**Problem requirements:**
In the listing below, find every line with the string "column" and pull it out.

[Source data — start]

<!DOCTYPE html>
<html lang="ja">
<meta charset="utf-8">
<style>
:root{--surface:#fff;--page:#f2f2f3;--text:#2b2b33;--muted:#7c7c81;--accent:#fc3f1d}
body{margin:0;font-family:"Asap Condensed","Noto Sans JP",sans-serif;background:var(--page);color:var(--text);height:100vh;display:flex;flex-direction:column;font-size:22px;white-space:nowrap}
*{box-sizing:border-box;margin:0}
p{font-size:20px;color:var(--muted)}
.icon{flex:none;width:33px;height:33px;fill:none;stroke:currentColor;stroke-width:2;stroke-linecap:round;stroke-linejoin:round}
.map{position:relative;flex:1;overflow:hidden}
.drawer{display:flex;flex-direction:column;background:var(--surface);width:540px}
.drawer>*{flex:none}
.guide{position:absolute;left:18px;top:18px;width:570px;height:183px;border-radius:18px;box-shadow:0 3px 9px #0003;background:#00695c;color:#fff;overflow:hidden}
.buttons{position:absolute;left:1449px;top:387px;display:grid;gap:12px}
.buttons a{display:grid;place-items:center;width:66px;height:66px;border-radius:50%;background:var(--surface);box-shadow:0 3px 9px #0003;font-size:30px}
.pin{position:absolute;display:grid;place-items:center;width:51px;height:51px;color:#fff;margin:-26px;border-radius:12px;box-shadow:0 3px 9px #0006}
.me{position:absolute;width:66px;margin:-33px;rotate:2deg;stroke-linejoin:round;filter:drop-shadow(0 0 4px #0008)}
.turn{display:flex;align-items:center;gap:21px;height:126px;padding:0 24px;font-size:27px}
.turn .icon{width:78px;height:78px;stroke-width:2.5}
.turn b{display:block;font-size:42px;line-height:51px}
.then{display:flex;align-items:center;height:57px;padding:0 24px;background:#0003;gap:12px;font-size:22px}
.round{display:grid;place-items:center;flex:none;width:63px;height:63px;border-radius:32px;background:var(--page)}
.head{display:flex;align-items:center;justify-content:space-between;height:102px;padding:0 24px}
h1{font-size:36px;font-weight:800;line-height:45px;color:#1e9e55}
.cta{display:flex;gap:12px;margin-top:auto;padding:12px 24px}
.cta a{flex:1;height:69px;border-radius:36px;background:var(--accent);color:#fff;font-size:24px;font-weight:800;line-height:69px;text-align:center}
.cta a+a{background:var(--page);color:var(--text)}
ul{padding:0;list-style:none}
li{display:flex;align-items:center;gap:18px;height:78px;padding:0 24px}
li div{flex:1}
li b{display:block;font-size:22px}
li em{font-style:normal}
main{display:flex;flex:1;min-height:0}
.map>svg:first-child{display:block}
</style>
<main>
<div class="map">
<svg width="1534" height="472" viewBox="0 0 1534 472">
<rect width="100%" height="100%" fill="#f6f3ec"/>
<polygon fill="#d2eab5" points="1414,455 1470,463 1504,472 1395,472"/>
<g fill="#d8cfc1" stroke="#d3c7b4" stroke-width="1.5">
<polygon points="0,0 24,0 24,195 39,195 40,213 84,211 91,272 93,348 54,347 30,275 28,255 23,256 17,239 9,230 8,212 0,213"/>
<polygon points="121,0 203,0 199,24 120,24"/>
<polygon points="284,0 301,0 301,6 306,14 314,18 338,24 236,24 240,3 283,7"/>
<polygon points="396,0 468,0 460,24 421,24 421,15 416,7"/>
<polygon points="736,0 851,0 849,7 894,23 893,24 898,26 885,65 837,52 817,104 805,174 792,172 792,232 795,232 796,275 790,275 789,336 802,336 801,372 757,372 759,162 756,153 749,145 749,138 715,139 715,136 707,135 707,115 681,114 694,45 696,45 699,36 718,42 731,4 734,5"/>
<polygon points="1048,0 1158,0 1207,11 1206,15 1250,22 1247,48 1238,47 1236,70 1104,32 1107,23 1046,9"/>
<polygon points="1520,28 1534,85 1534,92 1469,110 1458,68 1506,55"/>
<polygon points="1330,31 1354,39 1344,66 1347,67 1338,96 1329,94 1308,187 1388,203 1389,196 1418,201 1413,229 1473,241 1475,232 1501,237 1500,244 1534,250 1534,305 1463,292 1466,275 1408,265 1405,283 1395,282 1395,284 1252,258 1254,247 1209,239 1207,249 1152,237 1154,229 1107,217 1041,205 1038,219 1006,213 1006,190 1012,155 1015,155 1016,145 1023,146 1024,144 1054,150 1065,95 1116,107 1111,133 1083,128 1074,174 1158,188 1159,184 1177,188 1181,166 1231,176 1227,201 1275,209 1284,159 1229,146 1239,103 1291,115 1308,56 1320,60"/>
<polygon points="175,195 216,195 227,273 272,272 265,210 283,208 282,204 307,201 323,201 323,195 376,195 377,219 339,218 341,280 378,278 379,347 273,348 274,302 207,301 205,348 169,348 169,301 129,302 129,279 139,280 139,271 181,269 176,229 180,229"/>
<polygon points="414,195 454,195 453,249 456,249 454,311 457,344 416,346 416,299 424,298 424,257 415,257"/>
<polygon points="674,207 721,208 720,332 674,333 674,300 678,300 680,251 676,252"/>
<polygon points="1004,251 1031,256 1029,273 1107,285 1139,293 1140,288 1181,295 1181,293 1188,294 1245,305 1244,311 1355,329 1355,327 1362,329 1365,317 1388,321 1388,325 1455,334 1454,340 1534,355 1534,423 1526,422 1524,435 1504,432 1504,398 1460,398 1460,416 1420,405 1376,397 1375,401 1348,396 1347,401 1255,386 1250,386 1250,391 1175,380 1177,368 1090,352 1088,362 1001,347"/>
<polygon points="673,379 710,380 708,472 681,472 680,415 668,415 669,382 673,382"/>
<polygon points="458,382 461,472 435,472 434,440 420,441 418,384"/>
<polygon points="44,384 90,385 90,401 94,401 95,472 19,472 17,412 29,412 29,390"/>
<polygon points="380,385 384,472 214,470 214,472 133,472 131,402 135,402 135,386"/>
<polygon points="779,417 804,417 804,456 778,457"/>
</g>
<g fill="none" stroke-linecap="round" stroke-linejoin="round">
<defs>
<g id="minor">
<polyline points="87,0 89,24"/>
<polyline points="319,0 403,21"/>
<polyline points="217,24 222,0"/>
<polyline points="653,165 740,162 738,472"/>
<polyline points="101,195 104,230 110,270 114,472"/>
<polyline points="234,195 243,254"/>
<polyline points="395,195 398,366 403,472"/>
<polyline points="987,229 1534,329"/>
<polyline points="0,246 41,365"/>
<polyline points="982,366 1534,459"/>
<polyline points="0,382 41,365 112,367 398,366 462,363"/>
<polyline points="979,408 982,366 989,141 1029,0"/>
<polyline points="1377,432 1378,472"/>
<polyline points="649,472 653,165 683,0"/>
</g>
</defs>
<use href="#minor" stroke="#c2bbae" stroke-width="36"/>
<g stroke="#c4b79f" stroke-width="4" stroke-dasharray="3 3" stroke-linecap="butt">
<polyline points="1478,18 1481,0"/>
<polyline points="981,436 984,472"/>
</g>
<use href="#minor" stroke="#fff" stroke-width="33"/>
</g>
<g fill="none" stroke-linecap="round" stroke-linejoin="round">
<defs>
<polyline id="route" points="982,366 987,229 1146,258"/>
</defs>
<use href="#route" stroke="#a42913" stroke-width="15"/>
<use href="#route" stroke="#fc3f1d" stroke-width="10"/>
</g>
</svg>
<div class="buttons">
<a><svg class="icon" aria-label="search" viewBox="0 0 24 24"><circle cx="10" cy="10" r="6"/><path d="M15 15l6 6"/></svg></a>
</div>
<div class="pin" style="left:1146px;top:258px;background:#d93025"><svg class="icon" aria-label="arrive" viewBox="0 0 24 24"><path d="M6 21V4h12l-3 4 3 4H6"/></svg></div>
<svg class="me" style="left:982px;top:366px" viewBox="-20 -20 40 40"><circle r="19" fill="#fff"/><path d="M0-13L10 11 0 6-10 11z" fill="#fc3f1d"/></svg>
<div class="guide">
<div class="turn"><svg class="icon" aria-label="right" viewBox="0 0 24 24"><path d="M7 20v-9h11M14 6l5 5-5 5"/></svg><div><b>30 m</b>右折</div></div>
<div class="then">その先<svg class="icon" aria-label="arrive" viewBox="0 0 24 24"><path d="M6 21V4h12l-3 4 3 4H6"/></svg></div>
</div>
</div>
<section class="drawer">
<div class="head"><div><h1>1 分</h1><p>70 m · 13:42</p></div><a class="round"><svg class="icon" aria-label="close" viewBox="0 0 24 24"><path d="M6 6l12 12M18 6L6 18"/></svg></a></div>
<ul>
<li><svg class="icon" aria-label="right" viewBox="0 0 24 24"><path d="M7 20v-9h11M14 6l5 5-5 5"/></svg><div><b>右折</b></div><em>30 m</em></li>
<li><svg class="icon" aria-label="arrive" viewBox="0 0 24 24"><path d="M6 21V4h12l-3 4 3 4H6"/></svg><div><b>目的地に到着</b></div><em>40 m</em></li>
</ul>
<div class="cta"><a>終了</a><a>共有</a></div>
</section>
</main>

[Source data — finish]

**Answer to the problem:**
body{margin:0;font-family:"Asap Condensed","Noto Sans JP",sans-serif;background:var(--page);color:var(--text);height:100vh;display:flex;flex-direction:column;font-size:22px;white-space:nowrap}
.drawer{display:flex;flex-direction:column;background:var(--surface);width:540px}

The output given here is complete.